▶ [What you are asked to do]:
Each line of the data below holding the word "search" must be copied.

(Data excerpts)
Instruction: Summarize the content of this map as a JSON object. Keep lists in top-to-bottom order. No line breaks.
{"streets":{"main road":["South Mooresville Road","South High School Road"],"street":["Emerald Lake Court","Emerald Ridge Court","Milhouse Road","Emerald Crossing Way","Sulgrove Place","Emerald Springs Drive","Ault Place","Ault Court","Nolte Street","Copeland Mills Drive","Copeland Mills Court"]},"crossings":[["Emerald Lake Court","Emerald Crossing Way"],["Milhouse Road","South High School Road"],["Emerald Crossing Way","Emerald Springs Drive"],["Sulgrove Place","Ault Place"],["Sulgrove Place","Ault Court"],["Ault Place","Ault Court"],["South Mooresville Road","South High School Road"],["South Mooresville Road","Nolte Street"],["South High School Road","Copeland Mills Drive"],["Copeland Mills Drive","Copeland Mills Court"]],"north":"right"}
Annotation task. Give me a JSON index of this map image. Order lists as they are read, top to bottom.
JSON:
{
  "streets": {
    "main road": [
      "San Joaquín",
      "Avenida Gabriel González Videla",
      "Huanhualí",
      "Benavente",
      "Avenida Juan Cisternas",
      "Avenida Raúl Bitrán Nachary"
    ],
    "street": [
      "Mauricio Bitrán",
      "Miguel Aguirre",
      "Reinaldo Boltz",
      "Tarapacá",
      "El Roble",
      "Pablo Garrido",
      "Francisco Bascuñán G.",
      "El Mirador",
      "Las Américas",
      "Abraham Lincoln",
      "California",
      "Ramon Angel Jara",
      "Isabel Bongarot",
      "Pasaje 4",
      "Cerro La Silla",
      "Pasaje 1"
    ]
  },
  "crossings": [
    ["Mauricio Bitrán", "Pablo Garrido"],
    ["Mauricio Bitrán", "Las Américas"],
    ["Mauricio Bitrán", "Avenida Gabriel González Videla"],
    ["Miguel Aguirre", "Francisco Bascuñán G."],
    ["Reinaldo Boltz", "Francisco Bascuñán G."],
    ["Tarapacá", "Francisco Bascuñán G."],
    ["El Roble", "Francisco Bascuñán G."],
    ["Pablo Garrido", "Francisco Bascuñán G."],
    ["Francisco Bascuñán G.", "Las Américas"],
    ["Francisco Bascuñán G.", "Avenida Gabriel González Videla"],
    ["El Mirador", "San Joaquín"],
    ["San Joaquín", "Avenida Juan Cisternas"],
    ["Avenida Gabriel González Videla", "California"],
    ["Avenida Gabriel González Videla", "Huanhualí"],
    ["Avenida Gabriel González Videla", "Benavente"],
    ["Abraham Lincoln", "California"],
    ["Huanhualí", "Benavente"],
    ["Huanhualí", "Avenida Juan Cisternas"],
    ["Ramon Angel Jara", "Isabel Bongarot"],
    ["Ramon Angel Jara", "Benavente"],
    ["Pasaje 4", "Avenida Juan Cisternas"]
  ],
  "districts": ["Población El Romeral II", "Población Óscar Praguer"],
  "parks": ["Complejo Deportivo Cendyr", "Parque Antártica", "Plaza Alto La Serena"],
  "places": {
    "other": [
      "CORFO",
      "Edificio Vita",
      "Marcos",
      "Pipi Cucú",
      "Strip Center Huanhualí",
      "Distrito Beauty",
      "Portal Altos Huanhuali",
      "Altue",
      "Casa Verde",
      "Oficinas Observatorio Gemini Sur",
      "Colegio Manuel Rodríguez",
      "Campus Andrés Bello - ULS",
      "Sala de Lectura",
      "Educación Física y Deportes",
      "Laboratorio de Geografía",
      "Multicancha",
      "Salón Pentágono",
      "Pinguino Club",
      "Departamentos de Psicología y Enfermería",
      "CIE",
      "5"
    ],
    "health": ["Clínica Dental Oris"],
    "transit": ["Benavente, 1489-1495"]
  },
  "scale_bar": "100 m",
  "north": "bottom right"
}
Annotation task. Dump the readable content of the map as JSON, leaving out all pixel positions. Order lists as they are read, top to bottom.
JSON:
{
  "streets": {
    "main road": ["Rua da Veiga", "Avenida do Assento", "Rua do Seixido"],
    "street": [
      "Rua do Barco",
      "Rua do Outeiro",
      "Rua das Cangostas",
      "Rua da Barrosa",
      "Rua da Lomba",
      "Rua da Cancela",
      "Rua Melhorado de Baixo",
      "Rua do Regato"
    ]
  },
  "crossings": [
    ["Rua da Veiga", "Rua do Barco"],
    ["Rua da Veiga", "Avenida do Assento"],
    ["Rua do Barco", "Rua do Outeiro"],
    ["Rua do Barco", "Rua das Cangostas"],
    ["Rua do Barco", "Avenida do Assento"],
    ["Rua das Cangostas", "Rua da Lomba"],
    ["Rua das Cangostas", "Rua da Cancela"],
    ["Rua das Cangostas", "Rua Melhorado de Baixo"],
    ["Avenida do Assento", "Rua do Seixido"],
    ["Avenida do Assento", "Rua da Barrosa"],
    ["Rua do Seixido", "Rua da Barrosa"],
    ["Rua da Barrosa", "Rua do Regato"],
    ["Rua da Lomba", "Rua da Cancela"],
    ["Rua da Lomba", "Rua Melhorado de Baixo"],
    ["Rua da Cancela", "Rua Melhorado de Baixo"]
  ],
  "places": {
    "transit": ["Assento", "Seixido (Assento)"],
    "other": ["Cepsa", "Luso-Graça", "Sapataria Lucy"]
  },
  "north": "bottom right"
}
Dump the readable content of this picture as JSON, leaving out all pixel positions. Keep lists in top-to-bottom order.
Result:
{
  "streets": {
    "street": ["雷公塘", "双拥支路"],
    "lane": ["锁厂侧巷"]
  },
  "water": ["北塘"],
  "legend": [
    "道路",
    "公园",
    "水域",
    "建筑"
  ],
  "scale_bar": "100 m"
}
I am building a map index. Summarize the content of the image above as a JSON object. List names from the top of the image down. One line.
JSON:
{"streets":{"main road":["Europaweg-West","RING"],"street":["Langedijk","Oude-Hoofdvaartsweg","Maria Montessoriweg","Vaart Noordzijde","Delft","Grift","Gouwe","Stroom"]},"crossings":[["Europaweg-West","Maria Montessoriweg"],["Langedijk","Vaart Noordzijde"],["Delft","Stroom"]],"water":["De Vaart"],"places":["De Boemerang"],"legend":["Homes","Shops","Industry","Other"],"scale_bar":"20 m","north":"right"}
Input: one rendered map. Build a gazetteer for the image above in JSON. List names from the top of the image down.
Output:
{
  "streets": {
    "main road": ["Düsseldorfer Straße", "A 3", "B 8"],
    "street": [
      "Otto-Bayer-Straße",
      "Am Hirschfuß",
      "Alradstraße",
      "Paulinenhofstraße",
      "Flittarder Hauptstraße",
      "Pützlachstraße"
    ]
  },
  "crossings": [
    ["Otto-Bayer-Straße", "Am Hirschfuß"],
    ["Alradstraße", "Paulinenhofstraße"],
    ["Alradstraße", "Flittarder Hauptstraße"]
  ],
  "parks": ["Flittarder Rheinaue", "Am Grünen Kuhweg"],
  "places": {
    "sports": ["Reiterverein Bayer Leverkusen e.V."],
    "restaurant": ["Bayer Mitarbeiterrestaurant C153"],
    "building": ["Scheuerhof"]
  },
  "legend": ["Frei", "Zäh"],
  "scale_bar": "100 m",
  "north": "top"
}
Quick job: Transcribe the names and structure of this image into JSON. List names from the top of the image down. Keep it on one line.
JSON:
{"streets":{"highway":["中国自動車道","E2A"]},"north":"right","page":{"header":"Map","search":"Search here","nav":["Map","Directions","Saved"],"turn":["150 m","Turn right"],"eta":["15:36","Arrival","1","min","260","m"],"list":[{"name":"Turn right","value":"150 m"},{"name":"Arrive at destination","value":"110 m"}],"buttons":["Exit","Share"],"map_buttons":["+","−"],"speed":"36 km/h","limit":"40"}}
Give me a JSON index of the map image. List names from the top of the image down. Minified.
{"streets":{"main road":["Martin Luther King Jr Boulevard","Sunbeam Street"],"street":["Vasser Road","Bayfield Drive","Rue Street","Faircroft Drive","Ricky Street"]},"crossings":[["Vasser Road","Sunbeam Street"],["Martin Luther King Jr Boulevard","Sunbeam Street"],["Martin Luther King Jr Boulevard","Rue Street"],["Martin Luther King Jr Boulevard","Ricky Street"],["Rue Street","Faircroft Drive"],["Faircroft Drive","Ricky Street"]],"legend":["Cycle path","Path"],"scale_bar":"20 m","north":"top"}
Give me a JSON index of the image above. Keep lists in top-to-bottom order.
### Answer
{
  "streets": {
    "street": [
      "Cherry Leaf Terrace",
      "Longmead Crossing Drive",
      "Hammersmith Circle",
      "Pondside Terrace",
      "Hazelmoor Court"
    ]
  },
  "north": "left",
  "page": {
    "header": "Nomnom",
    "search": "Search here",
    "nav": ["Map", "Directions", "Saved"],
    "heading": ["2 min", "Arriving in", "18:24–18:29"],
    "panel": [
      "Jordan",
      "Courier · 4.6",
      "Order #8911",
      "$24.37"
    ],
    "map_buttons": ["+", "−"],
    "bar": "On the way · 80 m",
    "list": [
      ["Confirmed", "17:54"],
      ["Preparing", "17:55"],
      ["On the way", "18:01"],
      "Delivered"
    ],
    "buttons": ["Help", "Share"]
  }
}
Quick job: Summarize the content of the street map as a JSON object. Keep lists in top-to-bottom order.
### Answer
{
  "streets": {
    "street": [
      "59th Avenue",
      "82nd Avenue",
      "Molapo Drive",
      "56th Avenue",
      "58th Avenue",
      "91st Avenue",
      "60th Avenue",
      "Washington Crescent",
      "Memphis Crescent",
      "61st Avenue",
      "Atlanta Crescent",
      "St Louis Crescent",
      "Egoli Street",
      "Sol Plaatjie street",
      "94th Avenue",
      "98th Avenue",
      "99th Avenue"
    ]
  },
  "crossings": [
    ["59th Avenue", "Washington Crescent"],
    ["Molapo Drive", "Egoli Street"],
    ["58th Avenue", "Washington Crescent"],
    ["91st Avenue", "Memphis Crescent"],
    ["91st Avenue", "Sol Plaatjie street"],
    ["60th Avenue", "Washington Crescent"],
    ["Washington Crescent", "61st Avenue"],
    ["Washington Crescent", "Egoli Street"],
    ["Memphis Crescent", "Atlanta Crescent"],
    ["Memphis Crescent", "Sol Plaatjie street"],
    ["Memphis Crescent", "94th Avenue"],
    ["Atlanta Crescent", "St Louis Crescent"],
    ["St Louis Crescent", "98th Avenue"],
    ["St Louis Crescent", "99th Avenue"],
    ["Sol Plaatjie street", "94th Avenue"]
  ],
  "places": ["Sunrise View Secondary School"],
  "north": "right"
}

▶ [Response]:
{"streets":{"highway":["中国自動車道","E2A"]},"north":"right","page":{"header":"Map","search":"Search here","nav":["Map","Directions","Saved"],"turn":["150 m","Turn right"],"eta":["15:36","Arrival","1","min","260","m"],"list":[{"name":"Turn right","value":"150 m"},{"name":"Arrive at destination","value":"110 m"}],"buttons":["Exit","Share"],"map_buttons":["+","−"],"speed":"36 km/h","limit":"40"}}
    "search": "Search here",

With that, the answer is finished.